A look around what's going on around the NFC East.

With DE’s DeMarcus Lawrence and Randy Gregory and LB Rolando McClain all suspended for the start of the season, Chris Burke of Sports Illustrated thinks that the Cowboys’ defensive MVP might be coordinator Rod Marinelli.
But not to be overlooked in that division-winning effort—and it wasn’t by those paying attention—was the work Marinelli’s defensive unit put in. Without any obvious stars, Dallas’s defense finished in the top half of the league in points allowed, holding every single opponent under 30 points and half of their foes to 20 or less. It was some of Marinelli’s finest work.

He made lemons out of lemonade last season, too, giving the Cowboys a chance to win most weeks despite the utter calamity that occurred when Romo was sidelined.

If the ‘16 season is to be a bounceback year for the ’Boys, Marinelli will have to pull a rabbit from his hat again. On Thursday, the NFL announced that starting linebacker Rolando McClain would have to sit out the first 10 games of the season for another violation of the league’s substance-abuse policy. He will join previously punished edge defenders Randy Gregory and DeMarcus Lawrence (four games each) on the sideline. Those are three significant losses for a team already shy on proven depth in the front seven.
Tandler: Marinelli did get the most out of the Cowboys defense the last couple of years. But production is more about Larry and Joes than X's and O's. I'm not so sure the Dallas defense will survive without the three suspended players.

Longtime Dallas writer Rick Gosselin takes Jerry Jones to task for relying on the likes of Lawrence, McClain, and Gregory—all of whom has major red flags when the Cowboys acquired them—to get the job done.
The Cowboys employ scouts.

Maybe they should start hiring porters. In addition to paying scouts to find the players, the Cowboys need porters to carry all their baggage into that sparkling new practice facility in Frisco.

That's been one of the shortcomings of Jerry Jones in his capacity as general manager and personnel guru of the Cowboys. He's always been a sucker for a bargain. His personnel decisions are based exclusively on on-the-field ability rather than any potential off-the-field headaches. If you have talent, Jones will ignore your baggage.

. . .

The most important part of ability is availability. At some point, a franchise must realize that these players are chances that aren't worth taking.

Now the Cowboys are in a bind. Defense was a problem on this team a year ago. The Cowboys ranked last in takeaways with an NFL-record-tying low of 11 and 25th in sacks on the way to a 4-12 collapse.
Tandler: Don't ever fire yourself, Jerry. It's just too much fun.
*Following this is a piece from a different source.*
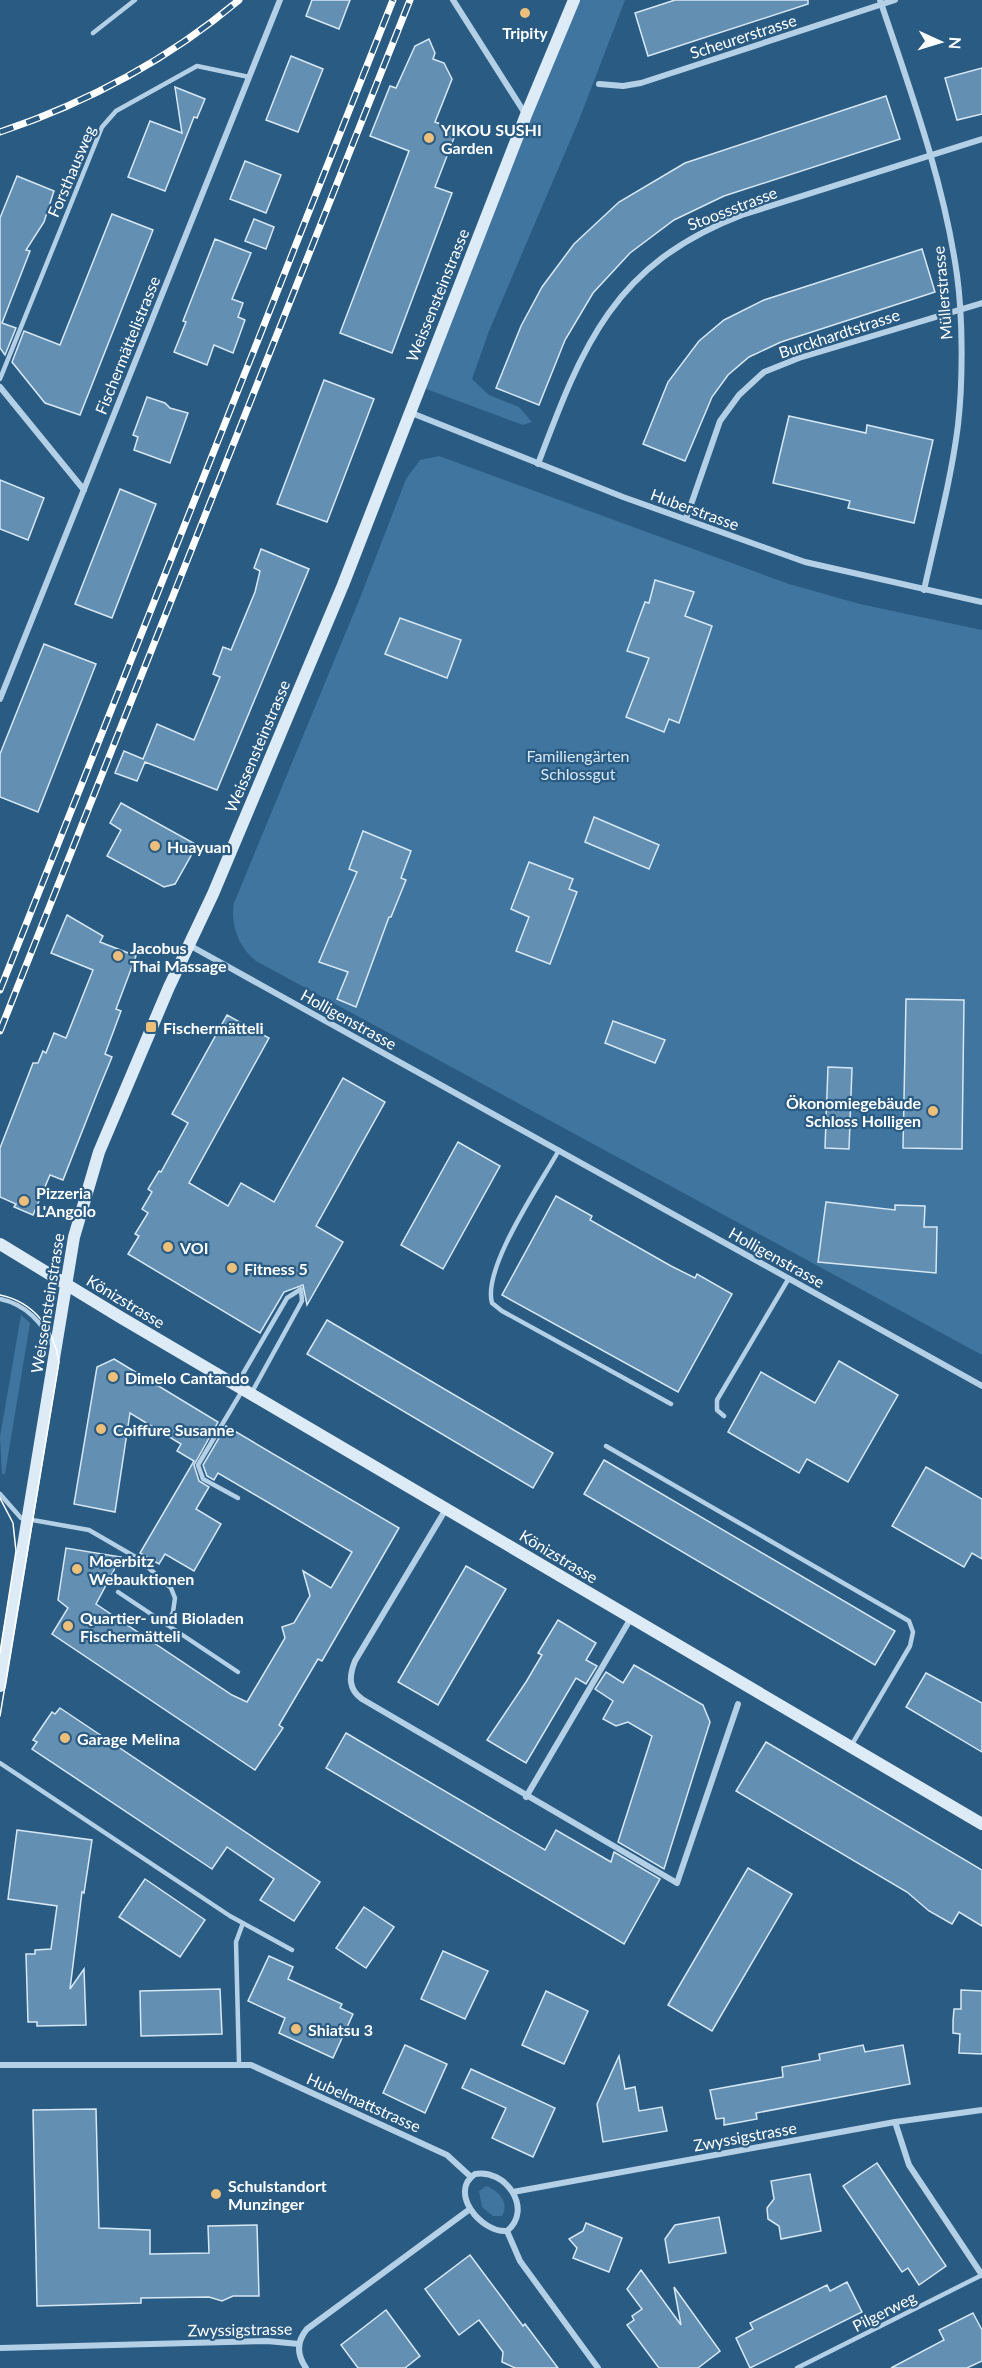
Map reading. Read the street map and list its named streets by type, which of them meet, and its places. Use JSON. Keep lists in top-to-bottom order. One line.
{"streets":{"main road":["Weissensteinstrasse","Könizstrasse"],"street":["Scheurerstrasse","Stoossstrasse","Müllerstrasse","Burckhardtstrasse","Fischermättelistrasse","Huberstrasse","Holligenstrasse","Hubelmattstrasse","Zwyssigstrasse"],"lane":["Forsthausweg","Pilgerweg"]},"crossings":[["Scheurerstrasse","Müllerstrasse"],["Forsthausweg","Fischermättelistrasse"],["Stoossstrasse","Müllerstrasse"],["Stoossstrasse","Huberstrasse"],["Müllerstrasse","Burckhardtstrasse"],["Müllerstrasse","Huberstrasse"],["Weissensteinstrasse","Huberstrasse"],["Weissensteinstrasse","Holligenstrasse"],["Weissensteinstrasse","Könizstrasse"],["Burckhardtstrasse","Huberstrasse"],["Hubelmattstrasse","Zwyssigstrasse"]],"parks":["Familiengärten Schlossgut"],"places":{"other":["Tripity","YIKOU SUSHI Garden","Huayuan","Jacobus Thai Massage","Ökonomiegebäude Schloss Holligen","Pizzeria L'Angolo","VOI","Fitness 5","Dimelo Cantando","Coiffure Susanne","Moerbitz Webauktionen","Quartier- und Bioladen Fischermätteli","Garage Melina","Shiatsu 3","Schulstandort Munzinger"],"transit":["Fischermätteli"]},"north":"right"}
Eagles GM Howie Roseman said recently that the team has made its biggest mistakes by giving big money to free agents that weren’t their own. I guess they couldn’t figure this out by looking at their own 2011 “dream team” experience or by looking at the history of their division rivals just down I-95.
“When you look at it, some of the mistakes we’ve made have been going out and spending a lot of money,” Roseman said. “A lot of those mistakes were on guys that aren’t our own. They were guys that we’ve brought from another organization, and we thought we knew.”

The failed contracts that were extended to DeMarco Murray and Byron Maxwell instantly come to mind when considering recent free agent activity. Rather than continue to go down the same path, the Eagles have focused on keeping a core group of players in the fold and complementing them with additional players.

“We went and looked at our plan for our roster over the next couple of years and said we will never let Fletcher Cox leave the building,” Roseman said. “We will never let Lane [Johnson] leave the building, we will never let Zach [Ertz]…if we do it now, we do it a little early and maybe save on those guys and add to the team, keep as many guys around as possible. We have this core, and we can build off of that.”
Tandler: I like the moves the Eagles made in locking up Cox, Johnson, Ertz, and a few others. I'm still dubious about their quarterback situation and if Carson Wentz isn't very good they will have issues winning consistently. But locking up their own is almost always the right move and none of the contracts seemed to be out of line.

When the Ravens released offensive tackle Eugene Monroe many figured it was just a matter of time before he signed with the Giants, who have been rebuilding their line over the past few years. But Monroe is still a free agent and here’s why:
The Giants still have interest in former Ravens left tackle Eugene Monroe after an offseason where they tried to find a potential replacement for right tackle Marshall Newhouse, but came up empty. The problem is similar to what they ran into with Russell Okung, Donald Penn and even current Jet Ryan Clady.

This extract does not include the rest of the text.